▼

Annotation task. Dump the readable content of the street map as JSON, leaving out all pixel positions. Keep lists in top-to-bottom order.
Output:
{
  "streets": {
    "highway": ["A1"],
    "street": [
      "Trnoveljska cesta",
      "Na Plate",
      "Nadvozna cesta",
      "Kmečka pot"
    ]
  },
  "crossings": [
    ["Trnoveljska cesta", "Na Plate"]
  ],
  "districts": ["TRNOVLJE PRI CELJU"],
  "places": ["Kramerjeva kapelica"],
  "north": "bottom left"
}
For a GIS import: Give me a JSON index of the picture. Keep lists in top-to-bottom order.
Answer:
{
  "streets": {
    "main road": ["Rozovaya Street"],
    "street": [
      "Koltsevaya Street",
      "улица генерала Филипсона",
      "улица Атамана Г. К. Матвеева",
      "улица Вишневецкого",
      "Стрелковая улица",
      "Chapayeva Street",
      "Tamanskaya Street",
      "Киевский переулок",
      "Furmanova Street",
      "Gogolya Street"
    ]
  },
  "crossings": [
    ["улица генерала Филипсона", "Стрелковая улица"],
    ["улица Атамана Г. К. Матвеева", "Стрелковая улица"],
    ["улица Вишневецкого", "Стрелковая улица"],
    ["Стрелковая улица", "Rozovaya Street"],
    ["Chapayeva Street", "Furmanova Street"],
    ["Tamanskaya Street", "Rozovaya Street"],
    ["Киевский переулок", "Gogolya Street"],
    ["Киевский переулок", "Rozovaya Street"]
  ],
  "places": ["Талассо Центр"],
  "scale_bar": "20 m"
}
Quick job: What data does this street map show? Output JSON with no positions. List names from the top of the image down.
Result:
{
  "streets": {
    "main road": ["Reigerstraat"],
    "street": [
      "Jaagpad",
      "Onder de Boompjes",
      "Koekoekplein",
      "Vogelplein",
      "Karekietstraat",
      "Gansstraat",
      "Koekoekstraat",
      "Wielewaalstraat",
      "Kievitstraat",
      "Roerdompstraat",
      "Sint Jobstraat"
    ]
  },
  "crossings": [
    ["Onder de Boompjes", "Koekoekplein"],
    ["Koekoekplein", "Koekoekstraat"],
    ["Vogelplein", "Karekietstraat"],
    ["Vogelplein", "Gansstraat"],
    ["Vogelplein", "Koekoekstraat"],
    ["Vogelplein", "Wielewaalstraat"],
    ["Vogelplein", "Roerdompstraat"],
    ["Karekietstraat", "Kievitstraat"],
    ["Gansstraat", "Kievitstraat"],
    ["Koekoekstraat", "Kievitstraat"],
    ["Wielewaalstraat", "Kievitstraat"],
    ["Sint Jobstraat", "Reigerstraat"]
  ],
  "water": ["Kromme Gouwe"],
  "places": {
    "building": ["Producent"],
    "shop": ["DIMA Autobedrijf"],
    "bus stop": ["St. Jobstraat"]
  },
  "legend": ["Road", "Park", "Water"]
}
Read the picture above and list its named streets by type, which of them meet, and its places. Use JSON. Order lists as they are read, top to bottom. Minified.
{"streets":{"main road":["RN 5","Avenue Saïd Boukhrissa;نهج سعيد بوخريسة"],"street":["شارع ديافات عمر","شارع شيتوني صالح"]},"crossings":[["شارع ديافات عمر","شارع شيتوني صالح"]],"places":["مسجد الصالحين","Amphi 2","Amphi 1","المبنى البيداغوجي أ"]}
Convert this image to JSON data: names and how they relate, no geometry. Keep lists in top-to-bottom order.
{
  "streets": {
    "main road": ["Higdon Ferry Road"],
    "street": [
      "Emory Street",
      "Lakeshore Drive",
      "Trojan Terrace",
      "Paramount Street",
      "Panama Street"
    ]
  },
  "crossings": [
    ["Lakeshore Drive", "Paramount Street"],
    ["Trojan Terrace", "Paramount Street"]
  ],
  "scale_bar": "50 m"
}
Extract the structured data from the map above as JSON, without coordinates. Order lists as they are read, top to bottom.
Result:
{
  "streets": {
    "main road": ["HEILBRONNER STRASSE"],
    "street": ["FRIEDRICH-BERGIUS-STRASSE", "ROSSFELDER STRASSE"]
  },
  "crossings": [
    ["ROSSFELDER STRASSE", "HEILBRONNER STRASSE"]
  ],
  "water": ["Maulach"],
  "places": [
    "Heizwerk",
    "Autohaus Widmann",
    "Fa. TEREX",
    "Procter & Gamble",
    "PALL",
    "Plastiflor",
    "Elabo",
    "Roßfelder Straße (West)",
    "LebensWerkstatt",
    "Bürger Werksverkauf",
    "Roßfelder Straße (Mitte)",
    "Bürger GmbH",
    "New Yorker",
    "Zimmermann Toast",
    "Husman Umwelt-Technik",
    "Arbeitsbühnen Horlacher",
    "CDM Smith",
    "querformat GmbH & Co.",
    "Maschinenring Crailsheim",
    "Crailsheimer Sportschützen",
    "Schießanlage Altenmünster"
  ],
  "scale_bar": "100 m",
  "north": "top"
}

▲

### What is being asked
Return the records exactly, every line included.

### Solution to this problem
Annotation task. Dump the readable content of the street map as JSON, leaving out all pixel positions. Keep lists in top-to-bottom order.
Output:
{
  "streets": {
    "highway": ["A1"],
    "street": [
      "Trnoveljska cesta",
      "Na Plate",
      "Nadvozna cesta",
      "Kmečka pot"
    ]
  },
  "crossings": [
    ["Trnoveljska cesta", "Na Plate"]
  ],
  "districts": ["TRNOVLJE PRI CELJU"],
  "places": ["Kramerjeva kapelica"],
  "north": "bottom left"
}
For a GIS import: Give me a JSON index of the picture. Keep lists in top-to-bottom order.
Answer:
{
  "streets": {
    "main road": ["Rozovaya Street"],
    "street": [
      "Koltsevaya Street",
      "улица генерала Филипсона",
      "улица Атамана Г. К. Матвеева",
      "улица Вишневецкого",
      "Стрелковая улица",
      "Chapayeva Street",
      "Tamanskaya Street",
      "Киевский переулок",
      "Furmanova Street",
      "Gogolya Street"
    ]
  },
  "crossings": [
    ["улица генерала Филипсона", "Стрелковая улица"],
    ["улица Атамана Г. К. Матвеева", "Стрелковая улица"],
    ["улица Вишневецкого", "Стрелковая улица"],
    ["Стрелковая улица", "Rozovaya Street"],
    ["Chapayeva Street", "Furmanova Street"],
    ["Tamanskaya Street", "Rozovaya Street"],
    ["Киевский переулок", "Gogolya Street"],
    ["Киевский переулок", "Rozovaya Street"]
  ],
  "places": ["Талассо Центр"],
  "scale_bar": "20 m"
}
Quick job: What data does this street map show? Output JSON with no positions. List names from the top of the image down.
Result:
{
  "streets": {
    "main road": ["Reigerstraat"],
    "street": [
      "Jaagpad",
      "Onder de Boompjes",
      "Koekoekplein",
      "Vogelplein",
      "Karekietstraat",
      "Gansstraat",
      "Koekoekstraat",
      "Wielewaalstraat",
      "Kievitstraat",
      "Roerdompstraat",
      "Sint Jobstraat"
    ]
  },
  "crossings": [
    ["Onder de Boompjes", "Koekoekplein"],
    ["Koekoekplein", "Koekoekstraat"],
    ["Vogelplein", "Karekietstraat"],
    ["Vogelplein", "Gansstraat"],
    ["Vogelplein", "Koekoekstraat"],
    ["Vogelplein", "Wielewaalstraat"],
    ["Vogelplein", "Roerdompstraat"],
    ["Karekietstraat", "Kievitstraat"],
    ["Gansstraat", "Kievitstraat"],
    ["Koekoekstraat", "Kievitstraat"],
    ["Wielewaalstraat", "Kievitstraat"],
    ["Sint Jobstraat", "Reigerstraat"]
  ],
  "water": ["Kromme Gouwe"],
  "places": {
    "building": ["Producent"],
    "shop": ["DIMA Autobedrijf"],
    "bus stop": ["St. Jobstraat"]
  },
  "legend": ["Road", "Park", "Water"]
}
Read the picture above and list its named streets by type, which of them meet, and its places. Use JSON. Order lists as they are read, top to bottom. Minified.
{"streets":{"main road":["RN 5","Avenue Saïd Boukhrissa;نهج سعيد بوخريسة"],"street":["شارع ديافات عمر","شارع شيتوني صالح"]},"crossings":[["شارع ديافات عمر","شارع شيتوني صالح"]],"places":["مسجد الصالحين","Amphi 2","Amphi 1","المبنى البيداغوجي أ"]}
Convert this image to JSON data: names and how they relate, no geometry. Keep lists in top-to-bottom order.
{
  "streets": {
    "main road": ["Higdon Ferry Road"],
    "street": [
      "Emory Street",
      "Lakeshore Drive",
      "Trojan Terrace",
      "Paramount Street",
      "Panama Street"
    ]
  },
  "crossings": [
    ["Lakeshore Drive", "Paramount Street"],
    ["Trojan Terrace", "Paramount Street"]
  ],
  "scale_bar": "50 m"
}
Extract the structured data from the map above as JSON, without coordinates. Order lists as they are read, top to bottom.
Result:
{
  "streets": {
    "main road": ["HEILBRONNER STRASSE"],
    "street": ["FRIEDRICH-BERGIUS-STRASSE", "ROSSFELDER STRASSE"]
  },
  "crossings": [
    ["ROSSFELDER STRASSE", "HEILBRONNER STRASSE"]
  ],
  "water": ["Maulach"],
  "places": [
    "Heizwerk",
    "Autohaus Widmann",
    "Fa. TEREX",
    "Procter & Gamble",
    "PALL",
    "Plastiflor",
    "Elabo",
    "Roßfelder Straße (West)",
    "LebensWerkstatt",
    "Bürger Werksverkauf",
    "Roßfelder Straße (Mitte)",
    "Bürger GmbH",
    "New Yorker",
    "Zimmermann Toast",
    "Husman Umwelt-Technik",
    "Arbeitsbühnen Horlacher",
    "CDM Smith",
    "querformat GmbH & Co.",
    "Maschinenring Crailsheim",
    "Crailsheimer Sportschützen",
    "Schießanlage Altenmünster"
  ],
  "scale_bar": "100 m",
  "north": "top"
}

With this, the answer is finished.